-- TASK OBJECTIVE --
Copy nothing but the lines from the opening of the entries through the line that contains "position:relative; width:1676px; height:638px;", exactly as written. Drop the pictures.

---- RECORDS FOR THIS EXERCISE

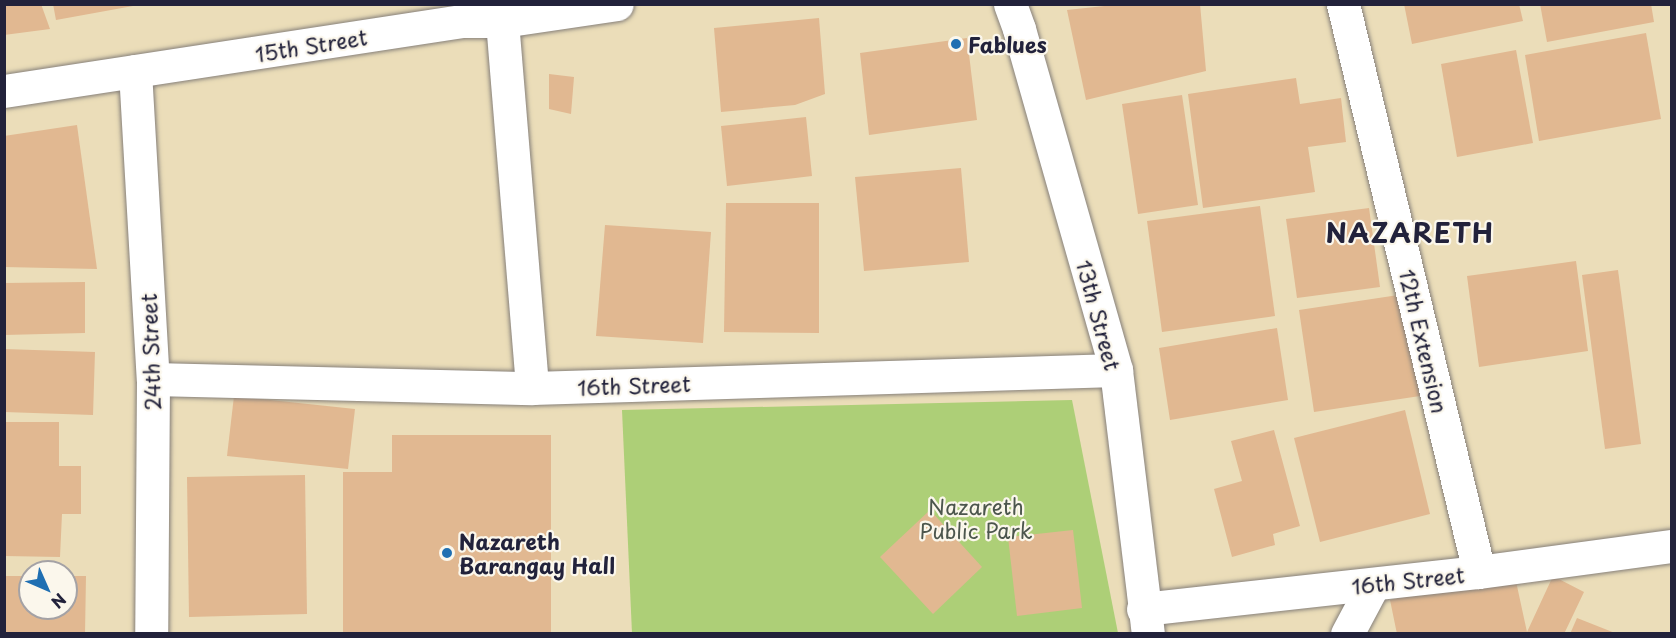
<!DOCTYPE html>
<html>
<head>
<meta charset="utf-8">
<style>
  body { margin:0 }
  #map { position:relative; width:1676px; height:638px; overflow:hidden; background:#ebddb9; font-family:"Playpen Sans",sans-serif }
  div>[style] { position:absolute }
  .green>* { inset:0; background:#adcf77 }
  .building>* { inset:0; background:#e1b891 }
  .roads { filter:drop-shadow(0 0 2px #86807a) drop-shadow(0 0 2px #86807a) }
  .street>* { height:33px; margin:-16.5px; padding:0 16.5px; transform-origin:16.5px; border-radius:16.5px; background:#fff }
  .secondary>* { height:33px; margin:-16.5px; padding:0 16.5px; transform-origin:16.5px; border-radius:16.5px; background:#fff }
  .dots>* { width:16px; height:16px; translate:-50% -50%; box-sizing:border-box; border:3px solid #fbf7ec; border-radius:50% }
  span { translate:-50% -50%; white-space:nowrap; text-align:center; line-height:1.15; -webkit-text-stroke:4.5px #fbf7ec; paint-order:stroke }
  .poi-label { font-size:21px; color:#22223b; font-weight:700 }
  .left { translate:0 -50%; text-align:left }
  .street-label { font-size:21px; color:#22223b }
  .park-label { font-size:21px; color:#4c564d }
  .district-label { font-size:27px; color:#22223b; font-weight:700; letter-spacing:1.5px }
  .frame { position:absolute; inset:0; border:6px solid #22223b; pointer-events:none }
  .north { position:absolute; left:18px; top:560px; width:60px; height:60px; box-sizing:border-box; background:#fbf7ec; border:2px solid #a4a2a5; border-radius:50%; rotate:135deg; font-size:16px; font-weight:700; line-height:24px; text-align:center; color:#22223b }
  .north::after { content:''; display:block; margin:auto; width:21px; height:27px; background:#1f6fb2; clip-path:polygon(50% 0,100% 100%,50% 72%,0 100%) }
</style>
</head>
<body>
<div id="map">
  <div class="green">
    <i style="clip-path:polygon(1072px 400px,1118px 633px,632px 633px,622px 410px)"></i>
  </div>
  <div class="building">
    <i style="clip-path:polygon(4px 4px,41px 4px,50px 29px,4px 35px)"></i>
    <i style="clip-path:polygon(53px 4px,133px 4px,133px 6px,56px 20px)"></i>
    <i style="clip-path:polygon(1123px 4px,1200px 4px,1206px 71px,1086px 100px,1067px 10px)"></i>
    <i style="clip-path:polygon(1404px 4px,1519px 4px,1523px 21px,1412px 44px)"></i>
    <i style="clip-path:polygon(1540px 4px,1651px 4px,1654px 22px,1547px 42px)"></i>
    <i style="clip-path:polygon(819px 18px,825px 94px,795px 105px,721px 112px,714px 28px)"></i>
    <i style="clip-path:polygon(1646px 33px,1661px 119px,1539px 141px,1525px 55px)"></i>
    <i style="clip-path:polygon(967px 38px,977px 120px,869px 135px,860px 53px)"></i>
    <i style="clip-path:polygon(1516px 50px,1533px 143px,1457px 157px,1441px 64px)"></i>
    <i style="clip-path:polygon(549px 74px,574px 77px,571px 114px,549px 109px)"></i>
    <i style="clip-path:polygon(1296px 78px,1300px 104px,1341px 98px,1346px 142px,1308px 147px,1315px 192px,1203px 208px,1188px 94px)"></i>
    <i style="clip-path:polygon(1182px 95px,1198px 205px,1138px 214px,1122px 104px)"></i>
    <i style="clip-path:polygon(806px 117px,812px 176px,727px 186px,721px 126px)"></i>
    <i style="clip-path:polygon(77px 125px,97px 269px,4px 267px,4px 136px)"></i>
    <i style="clip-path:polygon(961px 168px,969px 262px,864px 271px,855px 177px)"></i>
    <i style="clip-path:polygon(726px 203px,819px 203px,819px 333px,724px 332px)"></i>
    <i style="clip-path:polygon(1260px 206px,1275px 316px,1162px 332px,1147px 221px)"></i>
    <i style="clip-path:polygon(1369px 208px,1380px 287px,1297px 298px,1286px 219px)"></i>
    <i style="clip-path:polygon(605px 225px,711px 232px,703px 343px,596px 336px)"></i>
    <i style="clip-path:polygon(1576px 261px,1588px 351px,1479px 367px,1467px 276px)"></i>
    <i style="clip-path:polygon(1618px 270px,1641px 444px,1605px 449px,1582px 275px)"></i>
    <i style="clip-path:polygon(85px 282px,85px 333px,4px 335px,4px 283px)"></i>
    <i style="clip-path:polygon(1405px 294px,1420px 396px,1314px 412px,1299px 310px)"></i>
    <i style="clip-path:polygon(1277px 328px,1288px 400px,1170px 420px,1159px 348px)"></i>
    <i style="clip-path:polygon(4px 349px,95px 352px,93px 415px,4px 412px)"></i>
    <i style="clip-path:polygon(234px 396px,355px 409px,348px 469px,227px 456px)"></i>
    <i style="clip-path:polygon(1405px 410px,1430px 514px,1320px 542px,1294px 438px)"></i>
    <i style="clip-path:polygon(4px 422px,59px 422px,59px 466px,81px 466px,81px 514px,62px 514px,60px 557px,4px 556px)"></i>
    <i style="clip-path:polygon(1274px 430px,1300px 526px,1273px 534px,1275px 545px,1232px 557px,1214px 489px,1242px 481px,1231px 441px)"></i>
    <i style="clip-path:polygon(392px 435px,551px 435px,551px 634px,343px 634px,343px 472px,392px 472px)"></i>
    <i style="clip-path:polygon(305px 475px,307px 614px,189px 617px,187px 477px)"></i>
    <i style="clip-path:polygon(930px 510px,982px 567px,933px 614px,880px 557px)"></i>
    <i style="clip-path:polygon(1073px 530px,1082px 608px,1017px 616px,1008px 537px)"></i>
    <i style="clip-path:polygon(1514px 572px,1527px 632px,1553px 576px,1584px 592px,1564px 634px,1397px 634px,1390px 600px)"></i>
    <i style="clip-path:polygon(4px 576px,30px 576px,30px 608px,66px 608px,66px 576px,86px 576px,85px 634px,4px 634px)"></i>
    <i style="clip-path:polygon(1577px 618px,1615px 633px,1615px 634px,1570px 634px)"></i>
  </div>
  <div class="roads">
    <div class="street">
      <i style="left:1343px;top:4px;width:584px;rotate:76.53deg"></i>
      <i style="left:502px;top:21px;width:368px;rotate:85.3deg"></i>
      <i style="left:135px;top:71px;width:309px;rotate:86.7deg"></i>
      <i style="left:153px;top:379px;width:255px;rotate:90.4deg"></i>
      <i style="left:4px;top:91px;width:464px;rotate:-8.7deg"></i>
      <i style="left:463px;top:21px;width:39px"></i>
      <i style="left:502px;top:21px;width:116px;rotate:-8.4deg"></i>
      <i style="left:153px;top:379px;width:379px;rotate:1.4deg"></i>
      <i style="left:532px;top:388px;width:584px;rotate:-1.77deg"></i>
      <i style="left:1143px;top:609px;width:338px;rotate:-6.3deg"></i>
      <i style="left:1479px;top:572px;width:195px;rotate:-7.7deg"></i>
      <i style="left:1347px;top:634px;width:55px;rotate:-62deg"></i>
    </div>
    <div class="secondary">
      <i style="left:1010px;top:4px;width:27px;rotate:70deg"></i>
      <i style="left:1019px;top:29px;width:355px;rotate:74.1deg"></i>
      <i style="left:1116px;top:370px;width:266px;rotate:83.1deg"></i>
    </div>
  </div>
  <div class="dots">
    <i style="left:956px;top:44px;background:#1f6fb2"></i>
    <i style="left:447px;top:553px;background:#1f6fb2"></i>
  </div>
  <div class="poi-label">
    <span class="left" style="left:968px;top:44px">Fablues</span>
    <span class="left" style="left:459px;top:553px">Nazareth<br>Barangay Hall</span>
  </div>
  <div class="street-label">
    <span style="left:311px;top:45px;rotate:-9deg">15th Street</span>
    <span style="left:1099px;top:315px;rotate:75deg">13th Street</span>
    <span style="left:1424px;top:341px;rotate:77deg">12th Extension</span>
    <span style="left:150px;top:352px;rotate:-92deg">24th Street</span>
    <span style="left:634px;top:385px;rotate:-2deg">16th Street</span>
    <span style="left:1408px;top:580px;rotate:-6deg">16th Street</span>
  </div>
  <div class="park-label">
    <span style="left:976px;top:518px">Nazareth<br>Public Park</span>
  </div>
  <div class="district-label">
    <span style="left:1410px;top:232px">NAZARETH</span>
  </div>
  <div class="frame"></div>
  <div class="north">N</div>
</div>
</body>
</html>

--------

-- EXERCISE ANSWER --
<!DOCTYPE html>
<html>
<head>
<meta charset="utf-8">
<style>
  body { margin:0 }
  #map { position:relative; width:1676px; height:638px; overflow:hidden; background:#ebddb9; font-family:"Playpen Sans",sans-serif }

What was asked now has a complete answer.